Mais d’autre part, le petit Russell était peut-être tout ce qu’il lui fallait pour être réélu. Quoi que puisse dire un plouc de flic de Virginie-Occidentale, quelqu’un capable de tuer un pasteur pour une histoire de chatte fraîche devait être dingo. Ça serait facile de faire de ce voyou un maniaque au sang froid, et tout le monde voterait pour le héros. Il prit une autre gorgée, et mit la bouteille sous le siège. « Je m’inquiéterai de ça plus tard », pensa Bodecker à voix haute. Pour l’instant, il avait un boulot à faire.

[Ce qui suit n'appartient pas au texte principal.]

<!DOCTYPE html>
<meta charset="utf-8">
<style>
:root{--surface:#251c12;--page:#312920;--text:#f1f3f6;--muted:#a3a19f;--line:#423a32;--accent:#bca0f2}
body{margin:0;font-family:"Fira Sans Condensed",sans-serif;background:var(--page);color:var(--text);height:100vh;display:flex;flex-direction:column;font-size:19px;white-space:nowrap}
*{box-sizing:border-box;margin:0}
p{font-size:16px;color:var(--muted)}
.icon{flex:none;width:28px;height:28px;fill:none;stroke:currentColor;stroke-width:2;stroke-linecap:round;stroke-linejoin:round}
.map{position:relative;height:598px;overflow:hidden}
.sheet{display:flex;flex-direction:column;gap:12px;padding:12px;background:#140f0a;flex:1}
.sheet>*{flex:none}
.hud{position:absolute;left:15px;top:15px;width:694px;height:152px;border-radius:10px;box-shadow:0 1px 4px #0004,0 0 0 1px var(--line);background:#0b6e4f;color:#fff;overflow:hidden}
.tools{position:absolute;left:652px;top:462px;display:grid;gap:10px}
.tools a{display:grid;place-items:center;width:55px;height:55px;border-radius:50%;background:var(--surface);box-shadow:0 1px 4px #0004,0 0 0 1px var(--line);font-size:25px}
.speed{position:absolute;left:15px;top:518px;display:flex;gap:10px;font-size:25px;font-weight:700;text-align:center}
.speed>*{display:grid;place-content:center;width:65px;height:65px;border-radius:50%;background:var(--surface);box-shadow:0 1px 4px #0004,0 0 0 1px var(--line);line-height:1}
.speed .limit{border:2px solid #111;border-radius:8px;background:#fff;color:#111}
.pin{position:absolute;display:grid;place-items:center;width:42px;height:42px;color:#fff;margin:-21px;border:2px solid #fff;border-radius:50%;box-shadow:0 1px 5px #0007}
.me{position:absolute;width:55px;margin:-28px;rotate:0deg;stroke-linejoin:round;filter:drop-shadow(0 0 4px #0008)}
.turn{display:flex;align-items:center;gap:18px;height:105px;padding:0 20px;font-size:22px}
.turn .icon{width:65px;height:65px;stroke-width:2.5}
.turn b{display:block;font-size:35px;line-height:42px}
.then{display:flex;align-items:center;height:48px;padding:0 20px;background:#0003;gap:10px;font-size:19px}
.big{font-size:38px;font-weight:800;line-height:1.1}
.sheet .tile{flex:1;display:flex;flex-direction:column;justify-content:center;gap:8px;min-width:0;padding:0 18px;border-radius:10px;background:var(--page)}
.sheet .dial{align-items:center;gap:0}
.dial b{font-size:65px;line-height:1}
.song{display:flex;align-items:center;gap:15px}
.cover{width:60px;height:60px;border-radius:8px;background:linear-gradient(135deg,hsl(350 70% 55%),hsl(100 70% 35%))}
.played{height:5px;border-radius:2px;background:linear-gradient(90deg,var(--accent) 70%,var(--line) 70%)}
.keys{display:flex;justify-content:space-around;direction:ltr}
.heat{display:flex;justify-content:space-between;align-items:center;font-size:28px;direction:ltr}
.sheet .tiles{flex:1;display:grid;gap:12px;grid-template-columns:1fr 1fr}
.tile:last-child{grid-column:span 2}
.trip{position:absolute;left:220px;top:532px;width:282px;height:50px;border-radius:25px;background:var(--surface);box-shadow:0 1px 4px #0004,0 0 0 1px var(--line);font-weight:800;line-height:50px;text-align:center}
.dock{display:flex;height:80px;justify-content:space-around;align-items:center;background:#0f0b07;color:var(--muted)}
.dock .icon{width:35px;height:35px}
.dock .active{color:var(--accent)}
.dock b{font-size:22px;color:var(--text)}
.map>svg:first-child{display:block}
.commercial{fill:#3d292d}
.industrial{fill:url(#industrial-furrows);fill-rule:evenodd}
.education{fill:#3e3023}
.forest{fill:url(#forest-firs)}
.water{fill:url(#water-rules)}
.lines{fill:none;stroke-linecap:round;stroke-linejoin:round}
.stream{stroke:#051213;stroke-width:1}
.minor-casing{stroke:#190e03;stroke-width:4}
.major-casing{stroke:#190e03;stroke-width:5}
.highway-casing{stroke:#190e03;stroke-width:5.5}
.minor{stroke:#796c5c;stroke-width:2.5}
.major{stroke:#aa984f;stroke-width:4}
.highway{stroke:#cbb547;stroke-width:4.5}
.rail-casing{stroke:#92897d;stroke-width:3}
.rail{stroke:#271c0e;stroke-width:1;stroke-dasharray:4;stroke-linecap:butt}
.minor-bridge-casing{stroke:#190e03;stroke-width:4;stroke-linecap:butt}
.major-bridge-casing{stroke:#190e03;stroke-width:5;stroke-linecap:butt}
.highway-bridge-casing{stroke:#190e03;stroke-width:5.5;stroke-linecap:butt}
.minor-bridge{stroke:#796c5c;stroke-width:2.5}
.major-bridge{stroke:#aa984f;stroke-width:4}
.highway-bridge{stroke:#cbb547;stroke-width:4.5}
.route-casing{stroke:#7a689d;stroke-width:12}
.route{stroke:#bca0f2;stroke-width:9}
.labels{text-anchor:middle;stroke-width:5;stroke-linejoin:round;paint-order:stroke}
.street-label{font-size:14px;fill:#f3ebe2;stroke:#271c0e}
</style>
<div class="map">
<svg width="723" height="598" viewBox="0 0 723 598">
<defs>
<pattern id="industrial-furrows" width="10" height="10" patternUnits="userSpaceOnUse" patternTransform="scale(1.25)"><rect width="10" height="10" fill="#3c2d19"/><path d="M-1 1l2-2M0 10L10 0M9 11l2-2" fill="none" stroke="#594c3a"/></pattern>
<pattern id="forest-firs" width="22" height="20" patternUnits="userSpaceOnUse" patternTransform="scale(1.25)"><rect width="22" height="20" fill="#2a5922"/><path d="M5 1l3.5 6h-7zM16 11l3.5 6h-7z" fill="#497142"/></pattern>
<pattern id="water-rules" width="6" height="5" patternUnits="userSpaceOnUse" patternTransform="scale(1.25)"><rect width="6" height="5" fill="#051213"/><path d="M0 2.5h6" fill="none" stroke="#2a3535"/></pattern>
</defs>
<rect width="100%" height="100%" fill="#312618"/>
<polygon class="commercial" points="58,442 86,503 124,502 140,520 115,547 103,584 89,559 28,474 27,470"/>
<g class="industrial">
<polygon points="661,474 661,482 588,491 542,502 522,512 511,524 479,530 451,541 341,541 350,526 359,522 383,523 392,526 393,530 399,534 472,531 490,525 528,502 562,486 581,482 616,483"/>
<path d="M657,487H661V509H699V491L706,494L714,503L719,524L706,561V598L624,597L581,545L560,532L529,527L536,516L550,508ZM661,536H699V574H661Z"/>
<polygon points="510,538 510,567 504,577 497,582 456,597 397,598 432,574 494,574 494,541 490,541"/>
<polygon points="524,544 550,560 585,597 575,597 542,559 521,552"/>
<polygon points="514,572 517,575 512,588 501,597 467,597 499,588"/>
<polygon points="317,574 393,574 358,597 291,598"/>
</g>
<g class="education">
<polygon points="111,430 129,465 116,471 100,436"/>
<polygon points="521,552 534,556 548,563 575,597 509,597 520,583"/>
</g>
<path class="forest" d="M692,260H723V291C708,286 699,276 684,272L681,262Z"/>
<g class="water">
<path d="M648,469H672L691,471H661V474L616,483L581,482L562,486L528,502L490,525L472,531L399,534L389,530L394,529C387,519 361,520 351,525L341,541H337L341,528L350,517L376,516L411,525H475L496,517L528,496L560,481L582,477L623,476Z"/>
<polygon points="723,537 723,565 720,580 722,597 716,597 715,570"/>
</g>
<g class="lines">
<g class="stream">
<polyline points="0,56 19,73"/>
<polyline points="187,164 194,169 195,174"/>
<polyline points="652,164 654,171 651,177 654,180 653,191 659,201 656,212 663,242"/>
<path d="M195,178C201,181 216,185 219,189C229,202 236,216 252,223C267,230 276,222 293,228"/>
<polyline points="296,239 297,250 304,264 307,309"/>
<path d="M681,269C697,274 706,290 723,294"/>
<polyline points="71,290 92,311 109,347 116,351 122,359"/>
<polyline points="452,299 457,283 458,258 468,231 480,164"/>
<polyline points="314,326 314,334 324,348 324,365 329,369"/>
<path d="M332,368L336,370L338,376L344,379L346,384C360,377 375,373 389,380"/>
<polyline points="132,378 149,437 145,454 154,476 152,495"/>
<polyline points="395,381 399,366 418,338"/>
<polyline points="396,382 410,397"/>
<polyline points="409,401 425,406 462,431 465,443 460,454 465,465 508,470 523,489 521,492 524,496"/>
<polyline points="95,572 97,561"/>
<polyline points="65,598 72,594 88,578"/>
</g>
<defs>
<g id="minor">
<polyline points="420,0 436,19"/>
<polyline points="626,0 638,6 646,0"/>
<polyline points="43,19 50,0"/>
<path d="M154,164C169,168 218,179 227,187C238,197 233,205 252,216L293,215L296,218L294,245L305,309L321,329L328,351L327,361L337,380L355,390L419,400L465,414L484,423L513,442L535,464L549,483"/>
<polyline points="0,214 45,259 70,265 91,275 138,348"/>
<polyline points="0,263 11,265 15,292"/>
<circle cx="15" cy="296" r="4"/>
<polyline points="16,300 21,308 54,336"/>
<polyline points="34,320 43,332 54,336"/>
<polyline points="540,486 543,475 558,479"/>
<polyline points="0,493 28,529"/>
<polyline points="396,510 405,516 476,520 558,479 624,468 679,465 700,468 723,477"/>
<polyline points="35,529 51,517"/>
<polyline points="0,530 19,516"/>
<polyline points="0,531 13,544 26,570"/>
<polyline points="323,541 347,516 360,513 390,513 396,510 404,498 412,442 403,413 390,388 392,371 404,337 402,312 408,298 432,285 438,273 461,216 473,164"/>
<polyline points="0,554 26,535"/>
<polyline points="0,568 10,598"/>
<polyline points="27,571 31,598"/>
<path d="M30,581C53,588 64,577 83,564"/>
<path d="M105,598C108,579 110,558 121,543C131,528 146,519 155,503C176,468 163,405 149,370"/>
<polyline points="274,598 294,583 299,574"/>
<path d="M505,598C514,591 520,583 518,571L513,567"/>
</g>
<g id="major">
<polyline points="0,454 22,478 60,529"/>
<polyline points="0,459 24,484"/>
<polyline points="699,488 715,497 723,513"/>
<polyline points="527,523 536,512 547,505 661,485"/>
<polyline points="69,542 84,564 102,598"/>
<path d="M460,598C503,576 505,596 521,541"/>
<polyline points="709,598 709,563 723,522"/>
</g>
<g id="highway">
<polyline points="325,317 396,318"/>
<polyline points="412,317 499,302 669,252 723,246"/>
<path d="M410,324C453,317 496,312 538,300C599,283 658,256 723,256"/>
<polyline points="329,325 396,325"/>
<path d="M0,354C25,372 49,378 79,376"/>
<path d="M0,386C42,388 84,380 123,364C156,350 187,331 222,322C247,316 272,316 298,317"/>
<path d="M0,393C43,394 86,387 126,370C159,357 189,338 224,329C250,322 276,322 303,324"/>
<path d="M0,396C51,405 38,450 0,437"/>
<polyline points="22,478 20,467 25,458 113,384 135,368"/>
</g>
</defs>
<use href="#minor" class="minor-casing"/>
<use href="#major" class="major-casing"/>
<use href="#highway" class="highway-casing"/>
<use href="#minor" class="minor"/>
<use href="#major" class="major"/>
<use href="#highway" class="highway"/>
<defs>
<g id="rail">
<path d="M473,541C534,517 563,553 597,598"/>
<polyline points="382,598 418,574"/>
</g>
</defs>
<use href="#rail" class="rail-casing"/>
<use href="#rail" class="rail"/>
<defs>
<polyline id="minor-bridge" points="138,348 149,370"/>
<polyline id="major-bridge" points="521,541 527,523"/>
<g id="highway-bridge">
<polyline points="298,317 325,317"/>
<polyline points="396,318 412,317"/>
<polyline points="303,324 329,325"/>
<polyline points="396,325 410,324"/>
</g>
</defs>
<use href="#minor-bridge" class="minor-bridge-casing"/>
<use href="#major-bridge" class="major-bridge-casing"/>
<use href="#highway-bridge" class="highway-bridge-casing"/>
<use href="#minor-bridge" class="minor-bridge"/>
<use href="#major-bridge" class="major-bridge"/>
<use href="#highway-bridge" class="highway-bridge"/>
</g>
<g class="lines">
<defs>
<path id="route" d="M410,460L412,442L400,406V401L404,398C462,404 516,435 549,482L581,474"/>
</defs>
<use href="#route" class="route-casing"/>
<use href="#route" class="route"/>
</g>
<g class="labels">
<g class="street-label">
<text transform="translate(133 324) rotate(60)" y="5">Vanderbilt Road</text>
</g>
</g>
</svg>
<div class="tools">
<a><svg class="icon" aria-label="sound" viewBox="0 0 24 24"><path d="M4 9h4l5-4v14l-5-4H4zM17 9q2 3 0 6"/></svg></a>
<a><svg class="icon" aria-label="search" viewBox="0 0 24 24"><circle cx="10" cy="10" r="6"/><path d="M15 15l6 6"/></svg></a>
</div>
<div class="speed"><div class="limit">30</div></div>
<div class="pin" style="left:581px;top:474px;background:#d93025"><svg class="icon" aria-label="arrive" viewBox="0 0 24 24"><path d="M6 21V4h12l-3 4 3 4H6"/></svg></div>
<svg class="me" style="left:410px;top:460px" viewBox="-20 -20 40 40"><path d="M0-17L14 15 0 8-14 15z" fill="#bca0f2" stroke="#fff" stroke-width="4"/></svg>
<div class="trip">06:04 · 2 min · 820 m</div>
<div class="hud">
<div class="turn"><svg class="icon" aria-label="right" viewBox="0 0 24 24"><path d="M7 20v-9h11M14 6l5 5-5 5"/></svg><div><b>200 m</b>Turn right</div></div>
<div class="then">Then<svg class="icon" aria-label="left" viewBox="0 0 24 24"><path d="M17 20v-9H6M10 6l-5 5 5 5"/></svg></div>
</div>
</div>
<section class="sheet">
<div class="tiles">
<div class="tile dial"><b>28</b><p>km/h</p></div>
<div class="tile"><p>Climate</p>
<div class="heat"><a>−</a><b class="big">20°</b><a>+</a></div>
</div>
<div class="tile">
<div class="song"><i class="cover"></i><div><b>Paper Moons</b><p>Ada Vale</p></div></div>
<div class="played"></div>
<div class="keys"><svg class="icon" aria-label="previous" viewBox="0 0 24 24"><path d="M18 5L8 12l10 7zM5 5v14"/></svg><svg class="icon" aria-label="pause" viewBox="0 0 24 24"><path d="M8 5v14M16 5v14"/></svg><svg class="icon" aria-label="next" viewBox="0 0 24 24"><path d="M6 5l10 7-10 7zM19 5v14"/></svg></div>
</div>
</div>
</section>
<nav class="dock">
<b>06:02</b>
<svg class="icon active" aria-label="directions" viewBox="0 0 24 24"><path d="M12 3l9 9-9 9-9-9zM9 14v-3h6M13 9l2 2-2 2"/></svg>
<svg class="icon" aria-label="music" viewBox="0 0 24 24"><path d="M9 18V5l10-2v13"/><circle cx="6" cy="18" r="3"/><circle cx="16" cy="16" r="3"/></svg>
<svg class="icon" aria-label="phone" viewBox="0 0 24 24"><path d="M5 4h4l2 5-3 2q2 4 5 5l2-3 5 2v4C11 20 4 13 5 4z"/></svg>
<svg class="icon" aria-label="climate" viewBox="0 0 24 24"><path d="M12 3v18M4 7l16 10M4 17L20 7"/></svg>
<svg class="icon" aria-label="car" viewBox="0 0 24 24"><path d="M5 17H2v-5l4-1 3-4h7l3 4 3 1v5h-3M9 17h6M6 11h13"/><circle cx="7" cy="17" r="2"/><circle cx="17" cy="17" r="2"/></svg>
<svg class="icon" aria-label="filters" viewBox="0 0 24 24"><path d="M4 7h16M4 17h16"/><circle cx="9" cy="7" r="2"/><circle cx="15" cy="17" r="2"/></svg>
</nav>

Même s’il ne se représentait pas, il ne pouvait supporter l’idée que quelqu’un sache la vérité à propos de Sandy. Ce qu’elle faisait sur certaines de ces photos, il était incapable de le mettre en mots.

Une fois sorti de la voiture, il mit son revolver dans son holster, et prit son fusil à l’arrière. Il balança son chapeau sur sa tête. Il avait l’estomac retourné à cause de la gueule de bois, et il se sentait vraiment mal. Il ôta le cran de sécurité du fusil et commença à remonter lentement l’allée menant à la maison. Plusieurs fois, il s’arrêta, tendit l’oreille, reprit sa marche. Tout était silencieux, en dehors de quelques oiseaux qui gazouillaient. Arrivé à la grange, il s’immobilisa dans l’ombre, regarda au-delà des vestiges de la maison. Il se passa la langue sur les lèvres, regretta de ne plus rien avoir à boire. Une guêpe volait autour de sa tête, et il la fouetta de la main, l’écrasa du talon de sa botte. Au bout de quelques minutes, il avança à travers le champ, tout en restant proche de la ligne des arbres. Il traversa des plaques sèches de laiteron, d’orties, de bardane. Il essaya de se rappeler sur quelle distance il avait suivi le garçon, cette nuit-là, avant qu’ils n’arrivent au chemin menant à l’endroit où son père avait perdu tout son sang. Il jeta un coup d’œil à la grange derrière lui, mais il n’arrivait pas à se souvenir. Il aurait dû prendre Howser avec lui, pensa-t-il. Ce connard adorait la chasse.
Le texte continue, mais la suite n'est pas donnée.